Patricia Cornwell may love writing crime fiction but she is also obsessed with a real killer: Jack the Ripper. So much so that for 12 years she has been defending her identification of the murderer behind a string of homicides in 19th-century London. In Chasing the Ripper, Cornwell provides further evidence the culprit was British artist Walter Sickert, whom she fingered in Portrait of a Killer (2002). It wasn’t until 2012, she writes, that forensically processed photographs of a crime scene revealed stains on the wall behind the bedstead. Were they “morbid art painted with Mary Kelly’s blood”, she wonders. This Kindle single allows Cornwell to answer her critics, some of whom have accused her of destroying a Sickert painting in the name of science. While rubbishing the claim, she vows she would not hesitate to do so if that was the only way to solve a crime.

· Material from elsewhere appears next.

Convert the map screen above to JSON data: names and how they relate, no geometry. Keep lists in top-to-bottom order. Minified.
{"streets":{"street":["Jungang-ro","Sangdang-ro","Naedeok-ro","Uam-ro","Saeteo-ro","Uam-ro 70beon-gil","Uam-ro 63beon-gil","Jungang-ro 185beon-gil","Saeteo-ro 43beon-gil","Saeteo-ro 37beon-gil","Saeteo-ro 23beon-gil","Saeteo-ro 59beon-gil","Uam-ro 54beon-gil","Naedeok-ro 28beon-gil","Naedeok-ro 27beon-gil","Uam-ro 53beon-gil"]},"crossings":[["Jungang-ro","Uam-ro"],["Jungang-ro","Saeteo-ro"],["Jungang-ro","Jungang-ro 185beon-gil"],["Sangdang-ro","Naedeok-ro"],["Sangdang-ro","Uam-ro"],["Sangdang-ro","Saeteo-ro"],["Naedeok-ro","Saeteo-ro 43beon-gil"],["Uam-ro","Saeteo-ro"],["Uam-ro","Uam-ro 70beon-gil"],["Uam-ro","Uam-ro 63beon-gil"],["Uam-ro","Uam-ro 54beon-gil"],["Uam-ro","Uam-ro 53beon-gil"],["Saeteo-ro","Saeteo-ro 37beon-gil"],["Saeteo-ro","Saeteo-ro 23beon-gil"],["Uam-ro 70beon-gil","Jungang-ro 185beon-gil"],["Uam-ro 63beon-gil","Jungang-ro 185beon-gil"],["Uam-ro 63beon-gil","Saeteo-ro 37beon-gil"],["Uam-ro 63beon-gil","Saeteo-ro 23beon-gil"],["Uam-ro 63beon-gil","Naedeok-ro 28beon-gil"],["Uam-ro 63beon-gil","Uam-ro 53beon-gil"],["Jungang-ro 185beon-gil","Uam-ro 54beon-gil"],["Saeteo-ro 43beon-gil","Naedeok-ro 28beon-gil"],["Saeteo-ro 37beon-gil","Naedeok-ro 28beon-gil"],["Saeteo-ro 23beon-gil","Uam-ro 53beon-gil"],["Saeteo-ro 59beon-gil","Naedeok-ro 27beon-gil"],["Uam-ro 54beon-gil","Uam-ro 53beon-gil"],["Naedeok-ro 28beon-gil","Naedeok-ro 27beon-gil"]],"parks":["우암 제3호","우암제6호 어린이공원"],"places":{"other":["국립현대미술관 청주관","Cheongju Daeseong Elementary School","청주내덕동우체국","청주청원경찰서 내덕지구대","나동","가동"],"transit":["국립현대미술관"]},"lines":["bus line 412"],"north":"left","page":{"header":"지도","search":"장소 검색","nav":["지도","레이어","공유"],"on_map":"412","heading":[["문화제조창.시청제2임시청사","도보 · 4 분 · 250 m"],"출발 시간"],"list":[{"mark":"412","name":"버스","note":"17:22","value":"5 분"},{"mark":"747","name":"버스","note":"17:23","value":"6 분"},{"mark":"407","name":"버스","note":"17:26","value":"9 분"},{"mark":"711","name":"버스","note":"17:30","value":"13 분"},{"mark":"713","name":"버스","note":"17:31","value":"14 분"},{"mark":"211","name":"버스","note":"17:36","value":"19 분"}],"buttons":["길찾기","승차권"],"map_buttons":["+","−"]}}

Cornwell also makes much of watermarks (letters the Ripper sent to the police match paper used by Sickert). It’s not enough to be a Cornwell fan to read this book. You need to be a Ripperologist.

by Noni Gove
Partridge
(e-book)

Off Your Rocker purports to have been written for "mature travellers on a budget" but it's not a book that will be of much use to my parents. That's not because of their age (nearing 80): they're just not the type who will travel without having booked accommodation; keep in touch via Skype on an iPad; or remember to take a USB containing all their medical history. The volume, filled with stories and point-form advice is really for people new to exploring the world, comfortable with basic technology (buying a local SIM card won't throw them), and who can see the beauty of doing volunteer work as a means of experiencing a culture. Noni Gove, who is in her late 70s and runs a massage clinic in Sydney, Australia, has visited more than 60 countries since catching the travel bug at 51. With Lonely Planet books as her guide, she seeks out adventure, carrying a photo album of family and friends to use as ice breakers. Most useful are her reminders of what to pack (a spare pair of specs); how to stay healthy and what to record in your journal (the medication you took).